Data for analysis ▸
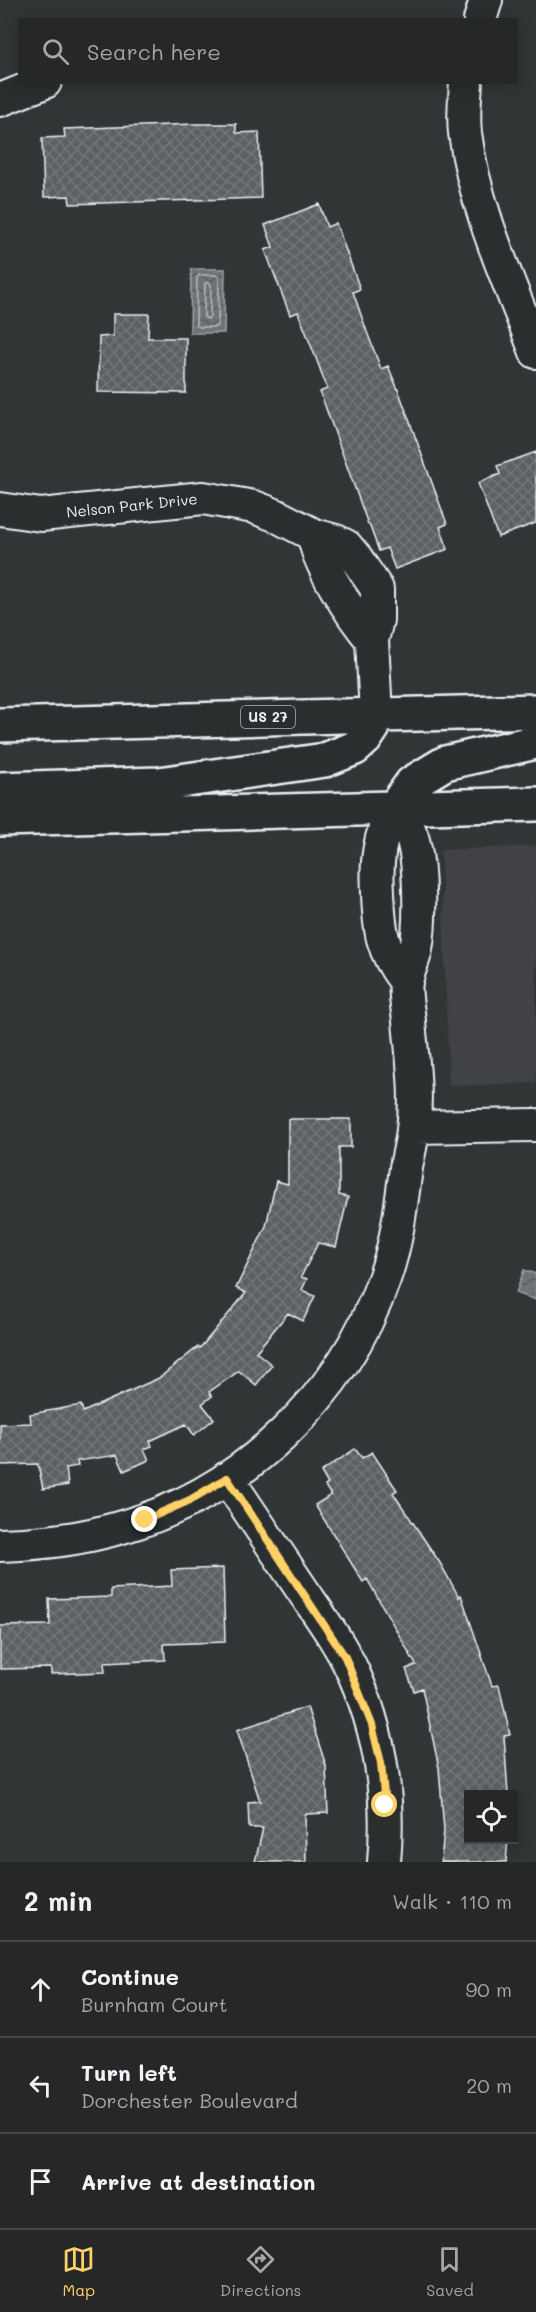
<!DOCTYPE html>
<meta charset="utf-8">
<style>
:root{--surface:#262828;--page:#2e3030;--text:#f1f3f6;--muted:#a4a6a8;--line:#424445;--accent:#ffd166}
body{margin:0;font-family:Mali,sans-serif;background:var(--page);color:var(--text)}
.controls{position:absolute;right:18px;bottom:18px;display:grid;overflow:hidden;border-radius:0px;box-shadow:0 3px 15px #0003}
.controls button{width:54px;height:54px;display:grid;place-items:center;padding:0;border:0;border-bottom:2px solid var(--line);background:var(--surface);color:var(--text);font:30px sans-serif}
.stop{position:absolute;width:18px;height:18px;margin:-14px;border:4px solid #ffd166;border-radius:50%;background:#fff}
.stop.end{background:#ffd166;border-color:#fff;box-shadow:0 2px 6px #0008}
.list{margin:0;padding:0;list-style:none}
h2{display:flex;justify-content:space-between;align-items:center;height:78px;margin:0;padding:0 24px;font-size:26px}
h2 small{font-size:20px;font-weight:400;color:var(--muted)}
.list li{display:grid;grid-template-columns:39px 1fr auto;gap:18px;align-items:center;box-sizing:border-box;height:96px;padding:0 24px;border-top:2px solid var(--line)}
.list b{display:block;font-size:22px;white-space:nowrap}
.list p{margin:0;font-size:20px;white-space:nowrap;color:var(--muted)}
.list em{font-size:20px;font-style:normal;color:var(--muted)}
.icon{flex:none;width:33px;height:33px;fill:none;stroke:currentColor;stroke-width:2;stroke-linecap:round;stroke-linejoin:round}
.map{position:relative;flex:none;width:536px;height:1862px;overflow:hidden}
.search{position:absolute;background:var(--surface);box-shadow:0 3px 15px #0003;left:18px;right:18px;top:18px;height:66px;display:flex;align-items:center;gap:15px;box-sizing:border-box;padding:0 21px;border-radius:0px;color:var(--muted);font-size:22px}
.sheet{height:366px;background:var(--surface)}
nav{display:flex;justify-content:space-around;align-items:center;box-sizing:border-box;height:84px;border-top:2px solid var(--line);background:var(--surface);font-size:16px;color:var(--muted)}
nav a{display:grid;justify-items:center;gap:3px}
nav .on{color:var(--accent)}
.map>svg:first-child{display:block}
.built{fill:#3f4244}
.water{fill:url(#water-waves);stroke:#9fa5aa;stroke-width:1.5}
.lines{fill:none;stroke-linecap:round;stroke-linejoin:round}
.shore{stroke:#b7bfc4;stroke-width:1.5}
.building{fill:url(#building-cross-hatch);stroke:#e8f1f8;stroke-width:1.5}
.street-casing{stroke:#e8f1f8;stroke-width:36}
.highway-casing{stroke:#e8f1f8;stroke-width:38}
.street{stroke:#2a2d2e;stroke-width:32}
.highway{stroke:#2a2d2e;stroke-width:33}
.route{stroke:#ffd166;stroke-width:8}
.labels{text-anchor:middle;stroke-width:6;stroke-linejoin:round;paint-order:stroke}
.shield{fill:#2a2d2e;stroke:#afb6bb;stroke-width:1.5}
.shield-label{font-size:14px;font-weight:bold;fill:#e8f1f8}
.street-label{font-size:15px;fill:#e8f1f8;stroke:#2a2d2e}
</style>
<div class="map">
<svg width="536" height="1862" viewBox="0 0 536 1862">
<defs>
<pattern id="water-waves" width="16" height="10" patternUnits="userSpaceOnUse" patternTransform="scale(1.5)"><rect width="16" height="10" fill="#6e7376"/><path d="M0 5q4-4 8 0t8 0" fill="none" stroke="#5a5e60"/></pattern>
<pattern id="building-cross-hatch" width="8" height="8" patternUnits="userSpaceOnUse" patternTransform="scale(1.5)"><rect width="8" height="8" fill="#5c6063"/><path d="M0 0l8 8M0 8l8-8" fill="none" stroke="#73777a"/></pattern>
</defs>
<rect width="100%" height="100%" fill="#323536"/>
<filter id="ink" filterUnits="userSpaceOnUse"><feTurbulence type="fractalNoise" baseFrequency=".0167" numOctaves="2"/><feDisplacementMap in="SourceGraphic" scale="12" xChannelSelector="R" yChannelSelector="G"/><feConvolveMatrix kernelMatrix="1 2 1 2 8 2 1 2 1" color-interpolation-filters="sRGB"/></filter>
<g filter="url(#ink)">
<path class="built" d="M 536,846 L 536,1083 L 449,1086 L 441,850 Z"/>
<path class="water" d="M 191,269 L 225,269 L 224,333 L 190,333 Z
M 524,1270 L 536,1274 L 536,1300 L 516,1293 Z"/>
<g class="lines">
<path class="shore" d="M 199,275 L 216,275 L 219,277 L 218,324 L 216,327 L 199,327 L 196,325 L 197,278 Z
M 205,283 L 209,283 L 211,285 L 210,317 L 208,319 L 204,317 Z"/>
</g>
<path class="building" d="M 195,124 L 236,124 L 236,133 L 259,132 L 261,198 L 70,204 L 69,196 L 44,197 L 42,138 L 65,137 L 64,129 Z
M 319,204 L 327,227 L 336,223 L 360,289 L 353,292 L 367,332 L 381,369 L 388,366 L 399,392 L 447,524 L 440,527 L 448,549 L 395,569 L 387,548 L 379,551 L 369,524 L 368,524 L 320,392 L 327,389 L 319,366 L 298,312 L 290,315 L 265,250 L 273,247 L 265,225 Z
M 113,314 L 149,314 L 148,338 L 186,338 L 186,393 L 98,392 L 99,337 L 113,336 Z
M 536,452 L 536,523 L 498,537 L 478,483 L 500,474 L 497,466 Z
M 288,1119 L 351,1119 L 351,1147 L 339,1147 L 339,1195 L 348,1197 L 336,1247 L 318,1243 L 301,1277 L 307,1279 L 302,1290 L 315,1296 L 303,1321 L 288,1313 L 256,1352 L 272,1365 L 256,1385 L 239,1371 L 209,1392 L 212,1396 L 202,1404 L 214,1419 L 194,1435 L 186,1424 L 150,1441 L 152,1446 L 144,1449 L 149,1460 L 124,1471 L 117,1455 L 77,1461 L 78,1466 L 66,1468 L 68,1485 L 43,1489 L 38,1464 L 0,1465 L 0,1424 L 31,1423 L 30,1414 L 81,1405 L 83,1412 L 159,1378 L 198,1347 L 200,1348 L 246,1293 L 236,1288 L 266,1226 L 276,1181 L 288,1184 Z
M 355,1449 L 362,1458 L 372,1452 L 397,1490 L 393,1493 L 440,1563 L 459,1597 L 461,1595 L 492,1686 L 499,1685 L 510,1735 L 504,1736 L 508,1794 L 468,1794 L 468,1839 L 508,1839 L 506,1862 L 441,1862 L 444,1830 L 439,1768 L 422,1688 L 414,1691 L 406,1669 L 416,1665 L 367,1579 L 363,1582 L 315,1505 L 331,1495 L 325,1486 L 328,1484 L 321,1472 Z
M 223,1568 L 225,1642 L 164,1644 L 165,1660 L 104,1663 L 105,1672 L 51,1674 L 51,1668 L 0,1669 L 0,1626 L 50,1625 L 49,1599 L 111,1597 L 111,1589 L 172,1586 L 171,1570 Z
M 307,1707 L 326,1766 L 328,1813 L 305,1814 L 306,1862 L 255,1862 L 263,1828 L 249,1828 L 248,1802 L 260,1801 L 237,1730 Z"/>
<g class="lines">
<defs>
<path id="street" d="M 480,20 L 486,0
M 466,82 C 465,99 463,116 465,133 C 475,209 509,281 536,352
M 0,100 L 45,82
M 0,509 L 41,515 L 203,498 L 254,507 L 275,515 L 314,535 L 336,541 L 346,546 L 356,558 L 377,589 L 377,620 L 372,640 L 376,714
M 314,535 C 317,564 353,617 372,640
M 414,1127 L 536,1125
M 227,1478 C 252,1515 276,1551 301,1588 C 320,1616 340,1643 354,1674 C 380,1733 390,1797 384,1862
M 0,1545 C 41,1544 82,1539 122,1527 C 241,1493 344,1396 384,1279 C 397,1243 401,1206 406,1168 C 408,1155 412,1142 413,1129 C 418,1093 412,1057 409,1021 C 408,1009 404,994 406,982 C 408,971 414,960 416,949 C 421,923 421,856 410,832 C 407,822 400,815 394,808 C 379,836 376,861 378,892 C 379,930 382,952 406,982"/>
<path id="highway" d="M 0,725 L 536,711
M 0,789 L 159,784 L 325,760 L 355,748 L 365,739 L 373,727 L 376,714
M 394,808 L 412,783 L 445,763 L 536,742
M 0,819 L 536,804"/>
</defs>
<use href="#street" class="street-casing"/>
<use href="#highway" class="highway-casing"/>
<use href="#street" class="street"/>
<use href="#highway" class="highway"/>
</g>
</g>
<g class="lines" filter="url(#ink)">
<path class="route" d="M 145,1520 L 190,1500 L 227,1478 L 345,1657 L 372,1725 L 381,1763 L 385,1805"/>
</g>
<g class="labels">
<rect class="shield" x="241" y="706" width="54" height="22" rx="4.5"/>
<g class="shield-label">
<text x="268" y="722">US 27</text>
</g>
<g class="street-label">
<text transform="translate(132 506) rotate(-6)" y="5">Nelson Park Drive</text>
</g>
</g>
</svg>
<div class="controls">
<button><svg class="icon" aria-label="locate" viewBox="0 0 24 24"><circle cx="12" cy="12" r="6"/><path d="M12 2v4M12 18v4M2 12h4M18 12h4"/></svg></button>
</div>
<div class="stop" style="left:385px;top:1805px"></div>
<div class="stop end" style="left:145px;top:1520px"></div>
<div class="search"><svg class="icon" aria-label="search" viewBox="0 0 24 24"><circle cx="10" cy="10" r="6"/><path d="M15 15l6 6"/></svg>Search here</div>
</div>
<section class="sheet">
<h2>2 min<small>Walk · 110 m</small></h2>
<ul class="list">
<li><svg class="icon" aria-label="ahead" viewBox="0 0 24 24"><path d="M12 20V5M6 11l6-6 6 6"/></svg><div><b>Continue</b><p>Burnham Court</p></div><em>90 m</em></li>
<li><svg class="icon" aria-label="left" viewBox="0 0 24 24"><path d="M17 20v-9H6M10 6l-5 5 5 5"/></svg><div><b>Turn left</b><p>Dorchester Boulevard</p></div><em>20 m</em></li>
<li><svg class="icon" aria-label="arrive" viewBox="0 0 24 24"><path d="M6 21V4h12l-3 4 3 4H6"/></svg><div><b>Arrive at destination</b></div></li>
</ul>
</section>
<nav>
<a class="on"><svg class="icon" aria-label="map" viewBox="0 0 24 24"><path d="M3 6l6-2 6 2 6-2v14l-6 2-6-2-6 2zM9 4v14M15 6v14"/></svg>Map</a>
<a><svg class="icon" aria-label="directions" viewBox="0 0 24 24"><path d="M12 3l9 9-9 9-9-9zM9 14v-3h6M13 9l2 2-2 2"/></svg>Directions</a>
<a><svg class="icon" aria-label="saved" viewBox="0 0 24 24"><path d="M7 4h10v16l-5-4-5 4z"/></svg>Saved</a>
</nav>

Your instructions ▸
Each line that includes the string "nowrap" should be copied from the data.

Response to the task ▸
.list b{display:block;font-size:22px;white-space:nowrap}
.list p{margin:0;font-size:20px;white-space:nowrap;color:var(--muted)}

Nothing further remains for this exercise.